Note que acima mencionei “rações” e não “Alimentação Natural” ou “dieta caseira”. De fato, existem rações veganas para cães e gatos que afirmam ser adequadamente suplementadas e equilibradas. Mas, quando o assunto é a dieta vegana preparada em casa, é difícil garantir o fornecimento adequado de todos os aminoácidos com o que temos à disposição nos supermercados, feiras e prateleiras dos pet shops. Para gatos, uma dieta vegana caseira balanceada é impossível de atingir, como mostrarei mais à frente neste artigo. Uma alternativa mais tranquila de balancear e mais segura à dieta vegana para cães seria a dieta caseira ovo-lacto-vegetariana balanceada, como também veremos depois. A questão, como detalharei no decorrer desse artigo, é que para cães e gatos não considero essas dietas saudáveis.
A essa altura você pode estar pensando “ah, mas eu conheço uma pessoa/uma celebridade vegana no Instagram que há tempos alimenta seu cachorro com uma dieta caseira vegana e nos posts ela sempre conta que ele estar ó-ti-mo!”. Acontece que os cães, principalmente os de porte pequeno, são capazes de suportar um longo período de inadequações nutricionais antes de ficarem doentes por deficiências ou excessos crônicos.

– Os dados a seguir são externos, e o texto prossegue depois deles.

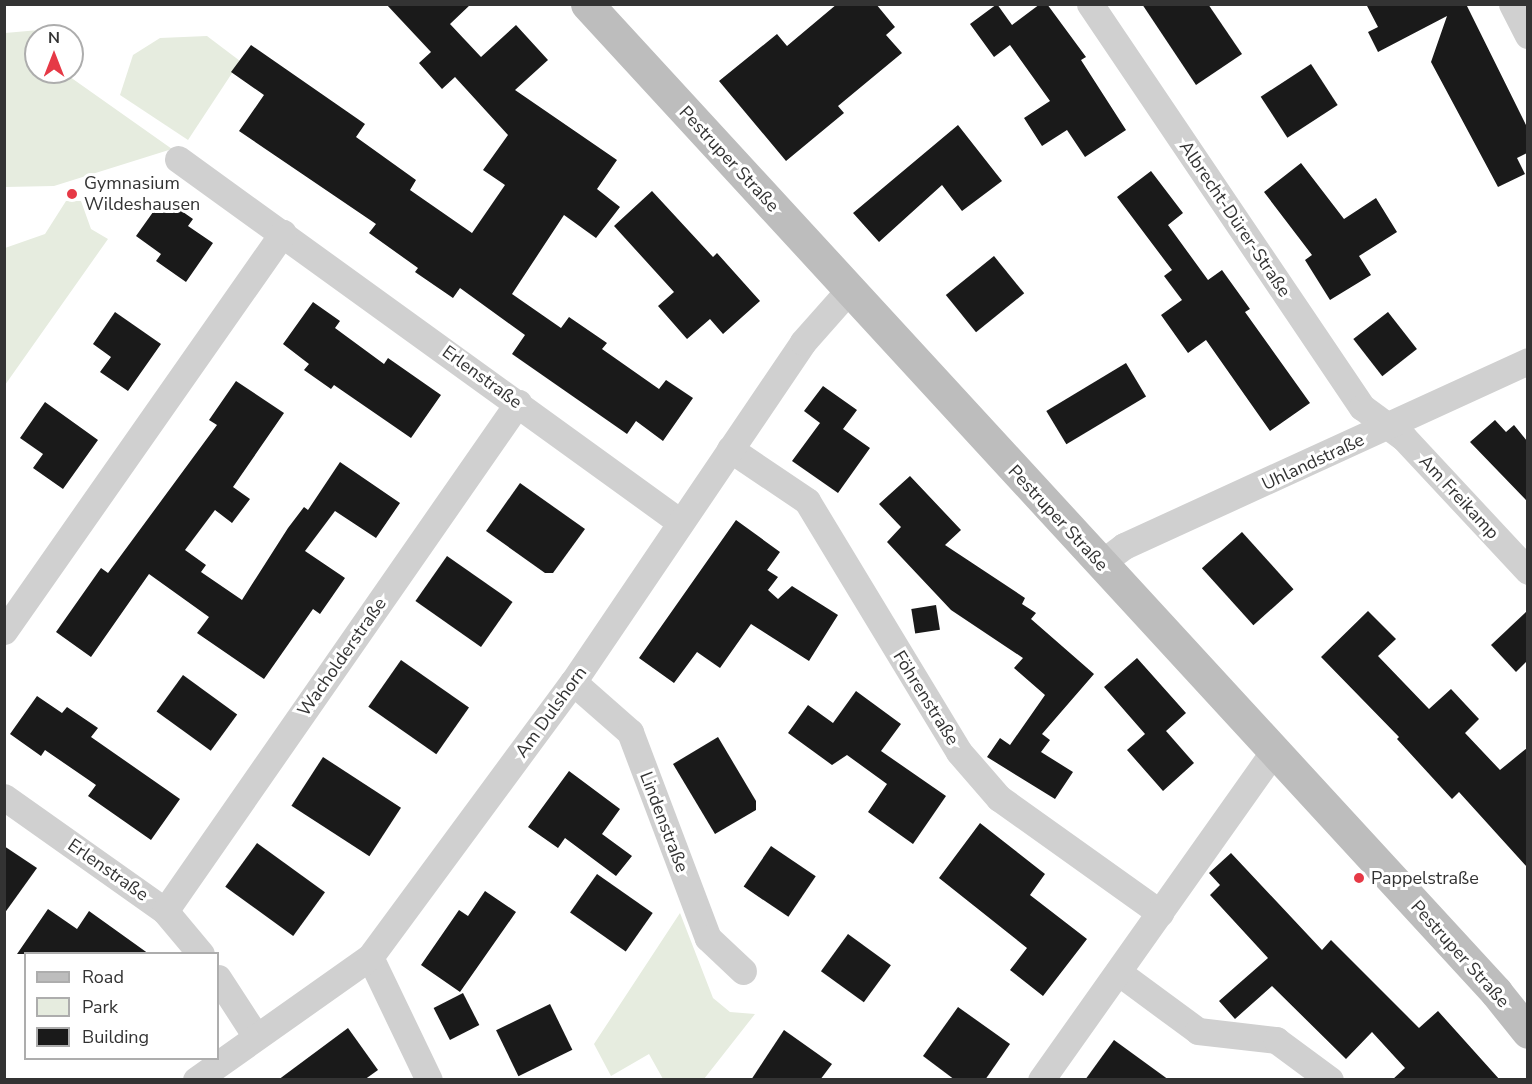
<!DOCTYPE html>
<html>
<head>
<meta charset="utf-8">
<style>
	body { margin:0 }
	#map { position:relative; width:1532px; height:1084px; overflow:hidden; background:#fff; font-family:"Nunito Sans",sans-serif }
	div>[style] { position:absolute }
	.green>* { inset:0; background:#e6ecdf }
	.building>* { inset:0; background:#1a1a1a; transform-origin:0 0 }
	.street>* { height:27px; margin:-13.5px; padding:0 13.5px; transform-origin:13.5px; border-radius:13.5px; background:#d0d0d0 }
	.secondary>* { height:33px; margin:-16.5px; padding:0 16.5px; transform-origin:16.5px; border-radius:16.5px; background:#bdbdbd }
	.dots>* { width:16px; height:16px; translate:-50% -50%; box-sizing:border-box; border:3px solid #fff; border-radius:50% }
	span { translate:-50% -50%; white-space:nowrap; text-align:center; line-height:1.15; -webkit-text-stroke:6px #fff; paint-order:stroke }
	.street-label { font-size:18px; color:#333 }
	.poi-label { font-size:18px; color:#333 }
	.left { translate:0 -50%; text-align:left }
	.frame { position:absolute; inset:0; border:6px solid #333; pointer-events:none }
	.legend { position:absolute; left:24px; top:952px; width:195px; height:108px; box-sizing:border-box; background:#fff; border:2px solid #adadad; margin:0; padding:8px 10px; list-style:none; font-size:18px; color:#333 }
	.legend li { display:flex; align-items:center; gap:12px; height:30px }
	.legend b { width:30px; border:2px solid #adadad }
	.north { position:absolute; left:24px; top:24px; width:60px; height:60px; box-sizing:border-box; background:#fff; border:2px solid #adadad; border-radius:50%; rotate:0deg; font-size:16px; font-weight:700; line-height:24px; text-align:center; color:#333 }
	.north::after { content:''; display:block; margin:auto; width:21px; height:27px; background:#e63946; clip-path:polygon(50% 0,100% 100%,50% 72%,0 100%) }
</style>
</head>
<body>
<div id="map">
	<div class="green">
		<i style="clip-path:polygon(39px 30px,36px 72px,63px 72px,172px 149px,54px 186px,5px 187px,5px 33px)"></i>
		<i style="clip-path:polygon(207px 36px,240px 61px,188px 140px,120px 95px,133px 55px,160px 38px)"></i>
		<i style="clip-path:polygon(66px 201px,81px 201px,91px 229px,108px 239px,5px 385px,5px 248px,45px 234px)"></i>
		<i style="clip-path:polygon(680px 913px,713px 998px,730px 1012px,755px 1014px,704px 1079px,663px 1079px,649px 1054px,611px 1076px,594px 1044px)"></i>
	</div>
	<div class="building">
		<i style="clip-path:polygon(386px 4px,471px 4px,450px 24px,481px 57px,516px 25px,548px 60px,515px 90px,617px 160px,597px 189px,620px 207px,596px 238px,564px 215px,512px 294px,561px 328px,569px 317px,607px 343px,602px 349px,659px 389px,666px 380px,693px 398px,663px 441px,636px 421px,627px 434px,512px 354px,525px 335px,460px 288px,453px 298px,415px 272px,418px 268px,369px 233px,376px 224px,239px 131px,264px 95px,231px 72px,251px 45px,365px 124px,356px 137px,416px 180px,410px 190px,472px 233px,505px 185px,483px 170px,508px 135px,455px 77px,442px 89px,419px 63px,431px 52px)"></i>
		<i style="clip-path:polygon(837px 4px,876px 4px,895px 27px,886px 35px,902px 53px,838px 106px,844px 113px,786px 161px,719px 81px,777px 34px,787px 46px)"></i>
		<i style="clip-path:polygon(997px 4px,1012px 25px,1040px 4px,1047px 4px,1086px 57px,1081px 60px,1126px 130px,1085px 157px,1067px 130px,1042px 146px,1024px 118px,1050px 101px,1010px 45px,994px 57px,970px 24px)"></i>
		<i style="clip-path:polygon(1142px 4px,1208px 4px,1242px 54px,1196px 85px)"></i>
		<i style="clip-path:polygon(1366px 4px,1470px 4px,1467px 6px,1527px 127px,1527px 153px,1517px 158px,1525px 174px,1498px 187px,1431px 62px,1447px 16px,1378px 52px,1368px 32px,1378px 27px)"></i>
		<i style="left:1311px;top:64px;width:49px;height:60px;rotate:57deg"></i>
		<i style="clip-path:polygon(958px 125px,1002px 181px,962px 211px,942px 185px,879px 242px,853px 213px)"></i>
		<i style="clip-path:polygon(1301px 163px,1344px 219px,1376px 198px,1397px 232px,1359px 256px,1371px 275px,1330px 300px,1305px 260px,1312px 255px,1264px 192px)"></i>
		<i style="clip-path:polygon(1151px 171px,1183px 213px,1168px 225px,1208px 280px,1222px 270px,1250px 309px,1245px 312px,1310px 403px,1270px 431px,1206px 340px,1188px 353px,1161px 315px,1182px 300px,1164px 276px,1172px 270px,1117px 197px)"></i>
		<i style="clip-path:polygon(652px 191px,713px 257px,717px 253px,760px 301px,723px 334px,710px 319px,687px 339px,658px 306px,674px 292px,614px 226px)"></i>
		<i style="clip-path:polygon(163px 198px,193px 219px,188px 226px,213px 243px,186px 282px,156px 261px,161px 254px,136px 236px)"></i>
		<i style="left:994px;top:256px;width:48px;height:62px;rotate:51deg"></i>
		<i style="clip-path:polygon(313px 302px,340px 321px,335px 328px,384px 364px,388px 358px,441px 395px,411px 438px,334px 385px,331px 389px,304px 370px,309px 364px,283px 344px)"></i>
		<i style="clip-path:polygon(115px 312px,161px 344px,128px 391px,100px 372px,111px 357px,93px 344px)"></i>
		<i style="left:1388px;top:312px;width:47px;height:44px;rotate:52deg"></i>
		<i style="left:1126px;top:363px;width:39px;height:93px;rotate:59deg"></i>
		<i style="clip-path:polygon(236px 381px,284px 413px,233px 487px,250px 499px,232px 523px,215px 510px,185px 550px,206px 565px,201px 572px,242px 600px,288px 528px,304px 507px,308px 510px,340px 462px,400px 503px,376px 538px,335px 511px,305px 551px,345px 578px,320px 614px,313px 609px,264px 679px,197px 633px,209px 617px,149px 574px,91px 657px,56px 632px,101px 568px,108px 573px,217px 425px,209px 420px)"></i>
		<i style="clip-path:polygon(823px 386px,857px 410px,843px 429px,870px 448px,838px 493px,792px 461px,820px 423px,804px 411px)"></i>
		<i style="clip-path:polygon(45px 402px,98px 440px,63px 489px,33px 468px,43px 454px,20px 438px)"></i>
		<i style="clip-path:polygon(1495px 420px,1506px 432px,1514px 425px,1527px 441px,1527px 501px,1470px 442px)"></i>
		<i style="clip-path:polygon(910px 476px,961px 530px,945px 545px,1025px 598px,1022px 604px,1036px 613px,1031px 619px,1094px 674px,1042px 734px,1050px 740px,1041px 752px,1073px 772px,1055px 799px,987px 757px,1000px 738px,1010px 745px,1045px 695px,1014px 668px,1023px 658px,951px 610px,887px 542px,901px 527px,879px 504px)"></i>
		<i style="clip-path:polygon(520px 483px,585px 529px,553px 573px,545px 573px,486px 531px)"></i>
		<i style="clip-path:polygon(736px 520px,780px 552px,767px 570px,778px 577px,768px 590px,778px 599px,792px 586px,838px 615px,809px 661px,751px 624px,720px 668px,697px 652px,674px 683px,639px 658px)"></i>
		<i style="left:1242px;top:532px;width:77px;height:54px;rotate:48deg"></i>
		<i style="left:447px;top:556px;width:80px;height:55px;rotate:35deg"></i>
		<i style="left:936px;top:605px;width:25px;height:25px;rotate:81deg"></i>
		<i style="clip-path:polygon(1368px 611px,1396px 639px,1378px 656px,1429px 709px,1451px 689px,1479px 719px,1465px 733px,1500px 770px,1527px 748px,1527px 867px,1459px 792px,1452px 799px,1397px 739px,1399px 737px,1321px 657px)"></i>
		<i style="clip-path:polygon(1527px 611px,1527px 661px,1516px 672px,1491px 645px)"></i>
		<i style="clip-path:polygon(1137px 658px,1186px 713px,1166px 731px,1194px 763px,1163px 791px,1127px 750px,1145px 734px,1104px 687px)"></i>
		<i style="left:401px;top:660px;width:83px;height:57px;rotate:35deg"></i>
		<i style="left:183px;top:675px;width:67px;height:45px;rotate:36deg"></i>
		<i style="clip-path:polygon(856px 691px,901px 724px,881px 751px,946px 796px,913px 844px,868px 812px,887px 784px,847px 755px,832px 765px,788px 733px,808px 705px,833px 723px)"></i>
		<i style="clip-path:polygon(37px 696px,62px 713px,67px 707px,98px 728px,91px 737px,180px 799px,151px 840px,88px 796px,96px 785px,45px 750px,41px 756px,10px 734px)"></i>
		<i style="clip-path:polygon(718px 737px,756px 801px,756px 810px,715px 834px,673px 764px)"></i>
		<i style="left:323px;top:757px;width:93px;height:58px;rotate:33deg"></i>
		<i style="clip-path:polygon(569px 771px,620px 809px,602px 834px,632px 856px,616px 876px,565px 838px,558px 848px,528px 827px)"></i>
		<i style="clip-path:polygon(980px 823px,1045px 874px,1030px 895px,1087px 939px,1043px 996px,1010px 970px,1027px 948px,939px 878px)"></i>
		<i style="left:257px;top:843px;width:84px;height:54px;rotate:36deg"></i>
		<i style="clip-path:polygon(4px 846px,37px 868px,4px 914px)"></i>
		<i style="left:771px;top:846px;width:54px;height:49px;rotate:34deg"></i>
		<i style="clip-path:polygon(1231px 853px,1322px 950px,1331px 940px,1419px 1028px,1438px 1011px,1500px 1080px,1392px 1080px,1405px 1068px,1372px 1032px,1346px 1059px,1272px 986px,1235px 1019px,1219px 1001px,1268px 958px,1210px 895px,1220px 885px,1209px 873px)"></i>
		<i style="left:597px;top:874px;width:68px;height:47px;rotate:35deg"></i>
		<i style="clip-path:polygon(485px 891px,516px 912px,460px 992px,421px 965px,459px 910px,468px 916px)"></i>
		<i style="clip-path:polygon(48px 909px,77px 929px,89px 911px,149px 954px,17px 954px)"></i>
		<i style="left:848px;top:934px;width:53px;height:46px;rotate:36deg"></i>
		<i style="left:463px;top:993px;width:36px;height:33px;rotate:63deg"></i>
		<i style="left:550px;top:1004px;width:51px;height:60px;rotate:64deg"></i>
		<i style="clip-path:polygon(958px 1007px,1010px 1044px,985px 1080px,955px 1080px,923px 1056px)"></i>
		<i style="clip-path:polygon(348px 1028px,378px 1070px,364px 1080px,278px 1080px)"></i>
		<i style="clip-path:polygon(784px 1030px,832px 1064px,820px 1080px,751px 1080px)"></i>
		<i style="clip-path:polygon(1114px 1040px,1169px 1080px,1085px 1080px)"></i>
	</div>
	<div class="street">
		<i style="left:1090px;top:4px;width:486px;rotate:56deg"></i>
		<i style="left:1362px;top:407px;width:52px;rotate:36.4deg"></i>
		<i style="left:1404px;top:438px;width:182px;rotate:47deg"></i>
		<i style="left:1512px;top:4px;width:35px;rotate:63deg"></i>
		<i style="left:178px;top:159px;width:619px;rotate:35.87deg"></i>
		<i style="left:730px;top:449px;width:93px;rotate:34deg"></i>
		<i style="left:807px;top:501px;width:293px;rotate:58.8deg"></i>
		<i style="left:959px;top:752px;width:61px;rotate:49deg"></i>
		<i style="left:999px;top:798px;width:198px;rotate:35.5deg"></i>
		<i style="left:1100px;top:564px;width:30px;rotate:-37deg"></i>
		<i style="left:1124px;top:546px;width:444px;rotate:-24.6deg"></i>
		<i style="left:4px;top:631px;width:486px;rotate:-55deg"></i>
		<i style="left:573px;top:682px;width:76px;rotate:41.3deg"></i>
		<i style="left:630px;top:732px;width:220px;rotate:69.3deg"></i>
		<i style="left:708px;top:938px;width:48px;rotate:43.3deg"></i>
		<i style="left:4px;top:797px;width:197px;rotate:35.3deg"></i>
		<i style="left:165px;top:911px;width:56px;rotate:50.1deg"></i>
		<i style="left:165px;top:911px;width:619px;rotate:-55.21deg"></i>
		<i style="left:370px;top:957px;width:136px;rotate:64.4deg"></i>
		<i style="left:1118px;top:972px;width:99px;rotate:36.4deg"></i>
		<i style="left:1198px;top:1031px;width:79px;rotate:6.6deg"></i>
		<i style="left:1276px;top:1040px;width:67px;rotate:36.5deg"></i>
		<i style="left:218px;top:978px;width:68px;rotate:57deg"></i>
		<i style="left:196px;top:1080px;width:213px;rotate:-35.3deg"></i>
		<i style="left:370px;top:957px;width:342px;rotate:-53.6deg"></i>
		<i style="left:573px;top:682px;width:410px;rotate:-55.9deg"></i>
		<i style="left:803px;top:342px;width:69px;rotate:-48.5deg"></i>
		<i style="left:1041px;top:1080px;width:403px;rotate:-54.7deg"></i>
	</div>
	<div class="secondary">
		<i style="left:587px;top:4px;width:1343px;rotate:47.38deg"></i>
		<i style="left:1496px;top:992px;width:51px;rotate:51.3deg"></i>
	</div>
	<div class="dots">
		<i style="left:72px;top:194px;background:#e63946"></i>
		<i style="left:1359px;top:878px;background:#e63946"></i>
	</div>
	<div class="street-label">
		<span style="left:729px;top:159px;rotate:47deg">Pestruper Straße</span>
		<span style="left:1235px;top:219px;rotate:56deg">Albrecht-Dürer-Straße</span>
		<span style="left:482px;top:377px;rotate:36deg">Erlenstraße</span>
		<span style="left:1313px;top:462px;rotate:-25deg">Uhlandstraße</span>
		<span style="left:1459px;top:497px;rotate:47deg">Am Freikamp</span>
		<span style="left:1058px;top:518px;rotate:47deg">Pestruper Straße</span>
		<span style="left:342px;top:657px;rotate:-55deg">Wacholderstraße</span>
		<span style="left:926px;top:698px;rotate:58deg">Föhrenstraße</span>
		<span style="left:551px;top:712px;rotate:-54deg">Am Dulshorn</span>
		<span style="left:664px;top:822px;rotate:69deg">Lindenstraße</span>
		<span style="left:108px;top:870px;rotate:35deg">Erlenstraße</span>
		<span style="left:1460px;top:954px;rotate:48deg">Pestruper Straße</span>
	</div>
	<div class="poi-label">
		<span class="left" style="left:84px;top:194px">Gymnasium<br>Wildeshausen</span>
		<span class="left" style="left:1371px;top:878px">Pappelstraße</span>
	</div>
	<div class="frame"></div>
	<ul class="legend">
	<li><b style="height:8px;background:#bdbdbd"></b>Road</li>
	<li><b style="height:16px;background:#e6ecdf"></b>Park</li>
	<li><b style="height:16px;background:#1a1a1a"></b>Building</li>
	</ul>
	<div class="north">N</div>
</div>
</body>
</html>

Procuro manter uma cabeça aberta, sou uma veterinária curiosa e realmente gostaria de conseguir atender esse nicho de clientes preocupados com a crise climática e com o tratamento ético de todos os animais. Mas nunca quis fazer isso levianamente, sem pensar PRIMEIRO na saúde do meu paciente. Em 2015 comprei um livro sobre veganismo para cães e comecei a montar dietas veganas cuidadosas e suplementadas utilizando programas de formulação para me certificar de que não faltaria nenhum nutriente importante. Pela primeira vez acatei o pedido de tutores veganos e elaborei dietas caseiras veganas a 10 pacientes caninos adultos de raças diferentes.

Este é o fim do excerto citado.